⟨

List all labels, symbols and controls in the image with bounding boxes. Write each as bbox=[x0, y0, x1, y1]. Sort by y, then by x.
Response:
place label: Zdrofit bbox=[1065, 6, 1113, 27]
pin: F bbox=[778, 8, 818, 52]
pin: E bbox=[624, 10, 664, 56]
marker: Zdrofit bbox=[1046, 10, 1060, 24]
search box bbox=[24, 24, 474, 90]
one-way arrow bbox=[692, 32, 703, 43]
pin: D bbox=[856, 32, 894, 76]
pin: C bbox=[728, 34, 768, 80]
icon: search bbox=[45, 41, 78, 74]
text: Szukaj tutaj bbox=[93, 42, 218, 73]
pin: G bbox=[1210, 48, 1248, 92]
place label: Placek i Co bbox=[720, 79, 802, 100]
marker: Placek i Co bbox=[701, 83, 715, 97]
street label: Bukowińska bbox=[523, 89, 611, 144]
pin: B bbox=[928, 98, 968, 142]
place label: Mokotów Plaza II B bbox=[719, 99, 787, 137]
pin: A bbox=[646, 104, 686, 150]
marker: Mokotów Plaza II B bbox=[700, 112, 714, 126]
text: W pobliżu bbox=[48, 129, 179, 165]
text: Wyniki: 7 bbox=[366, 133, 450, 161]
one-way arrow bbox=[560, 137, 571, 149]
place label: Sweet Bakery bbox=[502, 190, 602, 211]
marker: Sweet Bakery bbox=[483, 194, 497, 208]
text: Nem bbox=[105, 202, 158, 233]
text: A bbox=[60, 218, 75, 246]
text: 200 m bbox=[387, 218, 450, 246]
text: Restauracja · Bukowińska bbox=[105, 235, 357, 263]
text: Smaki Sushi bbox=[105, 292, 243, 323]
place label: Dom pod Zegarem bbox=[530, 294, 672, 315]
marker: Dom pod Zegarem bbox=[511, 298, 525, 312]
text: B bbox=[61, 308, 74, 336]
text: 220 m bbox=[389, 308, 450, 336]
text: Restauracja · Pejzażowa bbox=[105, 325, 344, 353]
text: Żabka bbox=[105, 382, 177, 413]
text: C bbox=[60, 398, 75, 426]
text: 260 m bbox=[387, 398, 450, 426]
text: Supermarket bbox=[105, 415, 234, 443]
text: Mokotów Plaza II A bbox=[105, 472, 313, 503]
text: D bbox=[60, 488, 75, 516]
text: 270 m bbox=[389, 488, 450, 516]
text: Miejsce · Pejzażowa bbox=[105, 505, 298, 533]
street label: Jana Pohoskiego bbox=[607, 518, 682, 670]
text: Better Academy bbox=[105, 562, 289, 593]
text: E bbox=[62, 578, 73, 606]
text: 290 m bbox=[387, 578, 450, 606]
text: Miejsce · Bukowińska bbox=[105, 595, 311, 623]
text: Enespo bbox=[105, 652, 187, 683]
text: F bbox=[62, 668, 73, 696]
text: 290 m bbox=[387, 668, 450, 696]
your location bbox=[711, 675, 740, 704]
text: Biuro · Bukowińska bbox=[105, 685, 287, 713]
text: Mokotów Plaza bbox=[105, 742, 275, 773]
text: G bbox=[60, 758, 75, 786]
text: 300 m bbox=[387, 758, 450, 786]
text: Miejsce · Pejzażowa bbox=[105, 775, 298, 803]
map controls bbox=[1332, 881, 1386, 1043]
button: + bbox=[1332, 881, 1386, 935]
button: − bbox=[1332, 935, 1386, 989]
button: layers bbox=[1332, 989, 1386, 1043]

⟩

(WHAT TO PRODUCE)
For each entry above, write out an exact copy.

(RESULT)
List all labels, symbols and controls in the image with bounding boxes. Write each as bbox=[x0, y0, x1, y1]. Sort by y, then by x.
Response:
place label: Zdrofit bbox=[1065, 6, 1113, 27]
pin: F bbox=[778, 8, 818, 52]
pin: E bbox=[624, 10, 664, 56]
marker: Zdrofit bbox=[1046, 10, 1060, 24]
search box bbox=[24, 24, 474, 90]
one-way arrow bbox=[692, 32, 703, 43]
pin: D bbox=[856, 32, 894, 76]
pin: C bbox=[728, 34, 768, 80]
icon: search bbox=[45, 41, 78, 74]
text: Szukaj tutaj bbox=[93, 42, 218, 73]
pin: G bbox=[1210, 48, 1248, 92]
place label: Placek i Co bbox=[720, 79, 802, 100]
marker: Placek i Co bbox=[701, 83, 715, 97]
street label: Bukowińska bbox=[523, 89, 611, 144]
pin: B bbox=[928, 98, 968, 142]
place label: Mokotów Plaza II B bbox=[719, 99, 787, 137]
pin: A bbox=[646, 104, 686, 150]
marker: Mokotów Plaza II B bbox=[700, 112, 714, 126]
text: W pobliżu bbox=[48, 129, 179, 165]
text: Wyniki: 7 bbox=[366, 133, 450, 161]
one-way arrow bbox=[560, 137, 571, 149]
place label: Sweet Bakery bbox=[502, 190, 602, 211]
marker: Sweet Bakery bbox=[483, 194, 497, 208]
text: Nem bbox=[105, 202, 158, 233]
text: A bbox=[60, 218, 75, 246]
text: 200 m bbox=[387, 218, 450, 246]
text: Restauracja · Bukowińska bbox=[105, 235, 357, 263]
text: Smaki Sushi bbox=[105, 292, 243, 323]
place label: Dom pod Zegarem bbox=[530, 294, 672, 315]
marker: Dom pod Zegarem bbox=[511, 298, 525, 312]
text: B bbox=[61, 308, 74, 336]
text: 220 m bbox=[389, 308, 450, 336]
text: Restauracja · Pejzażowa bbox=[105, 325, 344, 353]
text: Żabka bbox=[105, 382, 177, 413]
text: C bbox=[60, 398, 75, 426]
text: 260 m bbox=[387, 398, 450, 426]
text: Supermarket bbox=[105, 415, 234, 443]
text: Mokotów Plaza II A bbox=[105, 472, 313, 503]
text: D bbox=[60, 488, 75, 516]
text: 270 m bbox=[389, 488, 450, 516]
text: Miejsce · Pejzażowa bbox=[105, 505, 298, 533]
street label: Jana Pohoskiego bbox=[607, 518, 682, 670]
text: Better Academy bbox=[105, 562, 289, 593]
text: E bbox=[62, 578, 73, 606]
text: 290 m bbox=[387, 578, 450, 606]
text: Miejsce · Bukowińska bbox=[105, 595, 311, 623]
text: Enespo bbox=[105, 652, 187, 683]
text: F bbox=[62, 668, 73, 696]
text: 290 m bbox=[387, 668, 450, 696]
your location bbox=[711, 675, 740, 704]
text: Biuro · Bukowińska bbox=[105, 685, 287, 713]
text: Mokotów Plaza bbox=[105, 742, 275, 773]
text: G bbox=[60, 758, 75, 786]
text: 300 m bbox=[387, 758, 450, 786]
text: Miejsce · Pejzażowa bbox=[105, 775, 298, 803]
map controls bbox=[1332, 881, 1386, 1043]
button: + bbox=[1332, 881, 1386, 935]
button: − bbox=[1332, 935, 1386, 989]
button: layers bbox=[1332, 989, 1386, 1043]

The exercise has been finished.